## Problem requirements
Transcribe the entries that follow, word for word.

(Source data)

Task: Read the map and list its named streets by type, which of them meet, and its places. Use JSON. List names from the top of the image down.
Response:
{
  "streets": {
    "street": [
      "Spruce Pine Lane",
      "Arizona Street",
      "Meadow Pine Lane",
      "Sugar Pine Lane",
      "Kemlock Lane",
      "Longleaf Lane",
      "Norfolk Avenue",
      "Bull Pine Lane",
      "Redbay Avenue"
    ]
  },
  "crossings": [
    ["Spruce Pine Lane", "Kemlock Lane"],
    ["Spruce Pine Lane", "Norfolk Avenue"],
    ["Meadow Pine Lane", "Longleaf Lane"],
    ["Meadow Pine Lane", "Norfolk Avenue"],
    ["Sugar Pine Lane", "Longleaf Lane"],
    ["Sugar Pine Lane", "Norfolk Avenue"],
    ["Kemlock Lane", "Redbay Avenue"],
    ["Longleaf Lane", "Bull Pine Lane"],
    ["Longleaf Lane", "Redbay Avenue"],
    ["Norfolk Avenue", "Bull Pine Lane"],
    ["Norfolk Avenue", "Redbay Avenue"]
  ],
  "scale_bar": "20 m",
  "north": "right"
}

## Response box
Task: Read the map and list its named streets by type, which of them meet, and its places. Use JSON. List names from the top of the image down.
Response:
{
  "streets": {
    "street": [
      "Spruce Pine Lane",
      "Arizona Street",
      "Meadow Pine Lane",
      "Sugar Pine Lane",
      "Kemlock Lane",
      "Longleaf Lane",
      "Norfolk Avenue",
      "Bull Pine Lane",
      "Redbay Avenue"
    ]
  },
  "crossings": [
    ["Spruce Pine Lane", "Kemlock Lane"],
    ["Spruce Pine Lane", "Norfolk Avenue"],
    ["Meadow Pine Lane", "Longleaf Lane"],
    ["Meadow Pine Lane", "Norfolk Avenue"],
    ["Sugar Pine Lane", "Longleaf Lane"],
    ["Sugar Pine Lane", "Norfolk Avenue"],
    ["Kemlock Lane", "Redbay Avenue"],
    ["Longleaf Lane", "Bull Pine Lane"],
    ["Longleaf Lane", "Redbay Avenue"],
    ["Norfolk Avenue", "Bull Pine Lane"],
    ["Norfolk Avenue", "Redbay Avenue"]
  ],
  "scale_bar": "20 m",
  "north": "right"
}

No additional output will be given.